First time accepted submitter Thorodin writes in with a story at the BBC about scientists at Yale who have built a robot that they hope will be able to recognize itself in a mirror. "A robot named Nico could soon pass a landmark test - recognizing itself in a mirror. Such self-awareness would represent a step towards the ultimate goal of thinking robots. Nico, developed by computer scientists at Yale University, will take the test in the coming months. The ultimate aim is for Nico to use a mirror to interpret objects around it, in the same way as humans use a rear-view mirror to look for cars. 'It is a spatial reasoning task for the robot to understand that its arm is on it not on the other side of the mirror,' Justin Hart, the PhD student leading the research told BBC News. So far the robot has been programmed to recognize a reflection of its arm, but ultimately Mr Hart wants it to pass the "full mirror test". The so-called mirror test was originally developed in 1970 and has become the classic test of self-awareness."

24 of 133 comments (clear)

  1. Self-Awareness by guttentag · · Score: 4, Funny

    When it can tell the difference between a human and a metallic exoskeleton with glowing red eyes, it's time to pull the plug. And put on your 1,000,000 SPF sunscreen.

  2. Didn't QBO do this already? by Anonymous Coward · · Score: 3, Interesting
  3. Laugh by koan · · Score: 4, Insightful

    It isn't "self awareness" there is no true AI.

    --
    "If any question why we died, Tell them because our fathers lied."
    1. Re:Laugh by Kell+Bengal · · Score: 5, Insightful

      Actually, it's more about recognising the auto-motion structure in the scene. I'm familiar with Justin's work (Go Team Scazlab!) and it's a lot deeper and more interesting than the article gives it credit for.

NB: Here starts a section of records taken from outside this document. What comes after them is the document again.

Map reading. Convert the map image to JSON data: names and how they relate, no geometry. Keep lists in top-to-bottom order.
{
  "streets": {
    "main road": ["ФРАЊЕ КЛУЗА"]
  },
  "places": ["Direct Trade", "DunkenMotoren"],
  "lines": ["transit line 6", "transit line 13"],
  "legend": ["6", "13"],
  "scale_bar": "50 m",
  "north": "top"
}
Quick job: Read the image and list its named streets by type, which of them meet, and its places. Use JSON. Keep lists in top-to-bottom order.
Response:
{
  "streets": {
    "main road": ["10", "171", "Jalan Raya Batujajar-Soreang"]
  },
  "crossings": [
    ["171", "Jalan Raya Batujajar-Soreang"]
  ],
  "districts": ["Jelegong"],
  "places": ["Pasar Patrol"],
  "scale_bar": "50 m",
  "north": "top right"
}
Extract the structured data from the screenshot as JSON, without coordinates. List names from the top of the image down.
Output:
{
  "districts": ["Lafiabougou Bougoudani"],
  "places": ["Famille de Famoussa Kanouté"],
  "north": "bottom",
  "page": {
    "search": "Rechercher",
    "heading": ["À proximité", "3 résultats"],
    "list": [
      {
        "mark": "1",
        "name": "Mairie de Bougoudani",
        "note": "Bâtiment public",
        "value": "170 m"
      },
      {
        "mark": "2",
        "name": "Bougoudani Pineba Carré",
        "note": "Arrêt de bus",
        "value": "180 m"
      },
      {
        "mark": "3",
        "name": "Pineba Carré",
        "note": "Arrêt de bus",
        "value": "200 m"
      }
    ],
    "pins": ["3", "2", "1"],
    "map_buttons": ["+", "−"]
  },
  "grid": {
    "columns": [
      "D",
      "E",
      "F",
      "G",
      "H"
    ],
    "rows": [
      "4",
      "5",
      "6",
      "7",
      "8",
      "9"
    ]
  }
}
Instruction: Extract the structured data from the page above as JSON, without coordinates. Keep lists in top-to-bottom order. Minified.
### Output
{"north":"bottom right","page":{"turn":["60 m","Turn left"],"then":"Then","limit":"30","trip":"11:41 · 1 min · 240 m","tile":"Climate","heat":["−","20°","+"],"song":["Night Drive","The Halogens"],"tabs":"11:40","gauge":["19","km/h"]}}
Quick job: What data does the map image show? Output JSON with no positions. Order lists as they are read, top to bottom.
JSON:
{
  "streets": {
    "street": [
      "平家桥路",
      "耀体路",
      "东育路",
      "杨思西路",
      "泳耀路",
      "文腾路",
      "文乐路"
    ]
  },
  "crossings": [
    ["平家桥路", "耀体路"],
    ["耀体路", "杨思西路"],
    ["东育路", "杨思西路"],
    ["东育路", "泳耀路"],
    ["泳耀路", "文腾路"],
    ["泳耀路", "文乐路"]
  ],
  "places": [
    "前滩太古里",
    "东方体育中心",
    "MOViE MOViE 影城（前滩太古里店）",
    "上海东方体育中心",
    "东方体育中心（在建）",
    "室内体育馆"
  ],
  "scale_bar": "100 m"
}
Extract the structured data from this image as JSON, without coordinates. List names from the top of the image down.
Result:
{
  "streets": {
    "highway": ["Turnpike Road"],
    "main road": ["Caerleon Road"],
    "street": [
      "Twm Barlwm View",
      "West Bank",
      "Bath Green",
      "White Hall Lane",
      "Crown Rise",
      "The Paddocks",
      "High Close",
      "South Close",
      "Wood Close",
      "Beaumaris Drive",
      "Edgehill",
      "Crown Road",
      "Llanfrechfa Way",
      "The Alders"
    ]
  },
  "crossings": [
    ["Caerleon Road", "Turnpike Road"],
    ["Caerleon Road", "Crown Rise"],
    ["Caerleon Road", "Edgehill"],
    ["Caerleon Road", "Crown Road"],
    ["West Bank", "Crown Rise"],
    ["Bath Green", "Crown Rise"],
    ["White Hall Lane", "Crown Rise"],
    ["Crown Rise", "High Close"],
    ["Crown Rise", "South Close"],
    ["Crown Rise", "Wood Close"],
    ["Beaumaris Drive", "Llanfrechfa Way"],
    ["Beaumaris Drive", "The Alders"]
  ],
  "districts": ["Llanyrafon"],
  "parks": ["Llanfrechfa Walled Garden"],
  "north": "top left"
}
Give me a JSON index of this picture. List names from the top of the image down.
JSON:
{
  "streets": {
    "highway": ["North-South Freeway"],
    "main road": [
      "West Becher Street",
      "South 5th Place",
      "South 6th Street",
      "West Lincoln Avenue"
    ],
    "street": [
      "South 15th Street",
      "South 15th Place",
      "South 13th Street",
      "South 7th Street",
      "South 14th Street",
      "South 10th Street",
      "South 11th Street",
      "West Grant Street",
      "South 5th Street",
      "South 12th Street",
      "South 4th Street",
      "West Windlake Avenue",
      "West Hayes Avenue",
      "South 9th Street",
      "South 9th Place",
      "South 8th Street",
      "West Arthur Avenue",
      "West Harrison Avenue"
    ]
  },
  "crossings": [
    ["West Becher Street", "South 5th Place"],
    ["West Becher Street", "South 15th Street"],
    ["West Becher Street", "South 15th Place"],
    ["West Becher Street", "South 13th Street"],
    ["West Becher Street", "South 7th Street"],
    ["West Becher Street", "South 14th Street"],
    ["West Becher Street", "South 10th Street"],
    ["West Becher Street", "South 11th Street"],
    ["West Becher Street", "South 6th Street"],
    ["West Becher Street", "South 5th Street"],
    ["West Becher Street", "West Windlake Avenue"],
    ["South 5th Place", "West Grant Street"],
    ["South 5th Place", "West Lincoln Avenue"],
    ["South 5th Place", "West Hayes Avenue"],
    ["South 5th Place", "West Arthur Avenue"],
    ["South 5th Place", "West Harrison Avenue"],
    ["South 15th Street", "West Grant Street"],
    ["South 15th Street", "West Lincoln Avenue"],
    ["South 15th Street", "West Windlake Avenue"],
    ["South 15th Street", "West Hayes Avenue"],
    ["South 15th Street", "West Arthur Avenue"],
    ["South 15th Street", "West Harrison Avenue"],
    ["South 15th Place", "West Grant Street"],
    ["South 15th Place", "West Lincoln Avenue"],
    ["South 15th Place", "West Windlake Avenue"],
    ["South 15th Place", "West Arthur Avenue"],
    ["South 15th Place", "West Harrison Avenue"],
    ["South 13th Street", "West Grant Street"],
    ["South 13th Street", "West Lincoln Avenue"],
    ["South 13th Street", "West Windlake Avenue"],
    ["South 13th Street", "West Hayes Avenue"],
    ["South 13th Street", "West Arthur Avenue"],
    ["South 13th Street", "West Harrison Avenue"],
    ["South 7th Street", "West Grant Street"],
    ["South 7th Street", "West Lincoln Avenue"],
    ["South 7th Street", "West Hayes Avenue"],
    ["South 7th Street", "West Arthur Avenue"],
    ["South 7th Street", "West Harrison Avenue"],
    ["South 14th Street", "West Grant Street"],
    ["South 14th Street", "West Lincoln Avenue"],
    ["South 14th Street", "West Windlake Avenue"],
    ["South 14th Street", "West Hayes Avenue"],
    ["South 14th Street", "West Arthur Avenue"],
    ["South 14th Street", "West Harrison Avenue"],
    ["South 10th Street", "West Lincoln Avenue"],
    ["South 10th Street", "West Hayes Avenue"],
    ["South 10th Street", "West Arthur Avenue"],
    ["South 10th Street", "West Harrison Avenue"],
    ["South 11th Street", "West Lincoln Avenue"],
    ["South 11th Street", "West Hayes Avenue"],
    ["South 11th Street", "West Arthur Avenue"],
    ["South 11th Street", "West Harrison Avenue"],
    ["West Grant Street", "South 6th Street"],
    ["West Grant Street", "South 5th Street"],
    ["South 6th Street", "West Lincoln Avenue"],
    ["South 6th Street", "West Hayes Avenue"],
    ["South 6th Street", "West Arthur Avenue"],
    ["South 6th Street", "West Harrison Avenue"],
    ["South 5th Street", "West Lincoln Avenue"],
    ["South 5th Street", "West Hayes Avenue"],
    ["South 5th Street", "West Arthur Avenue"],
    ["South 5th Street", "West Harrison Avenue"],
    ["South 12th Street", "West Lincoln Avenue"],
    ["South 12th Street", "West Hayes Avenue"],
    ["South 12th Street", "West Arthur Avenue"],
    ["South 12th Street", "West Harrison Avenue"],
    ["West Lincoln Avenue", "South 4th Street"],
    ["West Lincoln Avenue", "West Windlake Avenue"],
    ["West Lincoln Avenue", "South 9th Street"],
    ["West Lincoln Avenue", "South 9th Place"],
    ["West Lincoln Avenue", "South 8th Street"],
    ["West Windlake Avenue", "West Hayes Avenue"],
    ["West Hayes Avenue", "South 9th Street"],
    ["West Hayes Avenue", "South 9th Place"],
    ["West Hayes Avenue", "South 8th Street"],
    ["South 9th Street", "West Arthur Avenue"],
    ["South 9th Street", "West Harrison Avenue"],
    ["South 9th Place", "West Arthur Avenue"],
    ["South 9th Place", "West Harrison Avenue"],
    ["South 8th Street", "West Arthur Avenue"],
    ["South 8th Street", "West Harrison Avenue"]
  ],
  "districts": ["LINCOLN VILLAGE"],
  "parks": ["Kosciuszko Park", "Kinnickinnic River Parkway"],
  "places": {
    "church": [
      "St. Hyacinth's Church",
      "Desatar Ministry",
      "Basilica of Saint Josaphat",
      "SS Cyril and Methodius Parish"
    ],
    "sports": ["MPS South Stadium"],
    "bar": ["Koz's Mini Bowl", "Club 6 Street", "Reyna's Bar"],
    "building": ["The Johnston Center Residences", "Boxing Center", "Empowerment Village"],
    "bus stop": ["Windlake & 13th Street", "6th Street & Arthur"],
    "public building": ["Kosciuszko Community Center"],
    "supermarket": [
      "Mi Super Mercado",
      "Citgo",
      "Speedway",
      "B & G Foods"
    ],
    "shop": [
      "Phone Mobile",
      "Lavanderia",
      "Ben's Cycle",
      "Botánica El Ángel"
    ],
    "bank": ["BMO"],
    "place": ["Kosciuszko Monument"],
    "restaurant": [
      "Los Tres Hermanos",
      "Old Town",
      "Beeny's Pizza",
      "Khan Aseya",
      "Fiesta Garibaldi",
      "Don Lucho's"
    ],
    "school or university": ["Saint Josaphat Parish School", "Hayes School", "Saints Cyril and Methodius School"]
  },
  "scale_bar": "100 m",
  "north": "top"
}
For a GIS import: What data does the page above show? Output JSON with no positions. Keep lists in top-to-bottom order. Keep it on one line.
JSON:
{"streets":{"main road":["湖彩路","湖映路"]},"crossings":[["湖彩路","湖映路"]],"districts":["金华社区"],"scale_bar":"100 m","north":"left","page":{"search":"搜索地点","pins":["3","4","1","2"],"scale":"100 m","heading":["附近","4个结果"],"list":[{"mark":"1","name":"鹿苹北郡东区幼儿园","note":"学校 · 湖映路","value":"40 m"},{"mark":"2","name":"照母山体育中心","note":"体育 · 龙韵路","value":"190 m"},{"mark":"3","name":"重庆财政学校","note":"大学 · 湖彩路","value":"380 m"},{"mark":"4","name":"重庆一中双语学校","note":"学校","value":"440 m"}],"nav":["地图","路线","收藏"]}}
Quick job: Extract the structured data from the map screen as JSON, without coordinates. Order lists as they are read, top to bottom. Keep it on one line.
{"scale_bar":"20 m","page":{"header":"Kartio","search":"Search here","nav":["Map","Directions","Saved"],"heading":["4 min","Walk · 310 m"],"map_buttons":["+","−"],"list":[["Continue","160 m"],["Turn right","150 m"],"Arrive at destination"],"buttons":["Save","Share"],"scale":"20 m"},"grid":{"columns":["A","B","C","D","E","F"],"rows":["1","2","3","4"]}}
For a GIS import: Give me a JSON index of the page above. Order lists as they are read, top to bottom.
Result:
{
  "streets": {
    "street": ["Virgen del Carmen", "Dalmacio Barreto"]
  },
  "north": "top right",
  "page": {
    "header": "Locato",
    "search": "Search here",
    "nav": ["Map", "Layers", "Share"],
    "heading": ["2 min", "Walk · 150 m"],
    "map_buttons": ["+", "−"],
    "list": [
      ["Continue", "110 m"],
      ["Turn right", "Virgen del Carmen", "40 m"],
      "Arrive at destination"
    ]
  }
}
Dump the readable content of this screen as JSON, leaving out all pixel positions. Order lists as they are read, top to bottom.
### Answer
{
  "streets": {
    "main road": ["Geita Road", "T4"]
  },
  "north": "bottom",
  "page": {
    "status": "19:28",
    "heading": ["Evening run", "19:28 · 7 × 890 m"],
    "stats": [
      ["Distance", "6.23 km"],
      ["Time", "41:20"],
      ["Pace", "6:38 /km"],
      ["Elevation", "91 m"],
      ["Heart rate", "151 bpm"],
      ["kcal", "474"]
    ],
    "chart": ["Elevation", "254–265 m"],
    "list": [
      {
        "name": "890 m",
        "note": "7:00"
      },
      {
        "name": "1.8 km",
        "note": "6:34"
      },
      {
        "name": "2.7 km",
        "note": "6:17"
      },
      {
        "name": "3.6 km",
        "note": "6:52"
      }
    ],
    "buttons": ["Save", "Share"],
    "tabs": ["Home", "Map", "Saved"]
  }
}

      AI claims from the 70s ruined a generation of people for machine intelligence (which is why we now have to sell it as 'machine intelligence' or 'machine learning'). Knowing what part of the camera scene is moving because something is happening, and knowing what part of the scene is moving because you're waving your end-effector is useful. If you can extract your own state from indicators in the environment, then you have more information to work with - that's why we use a mirror to do our hair and straighten our ties.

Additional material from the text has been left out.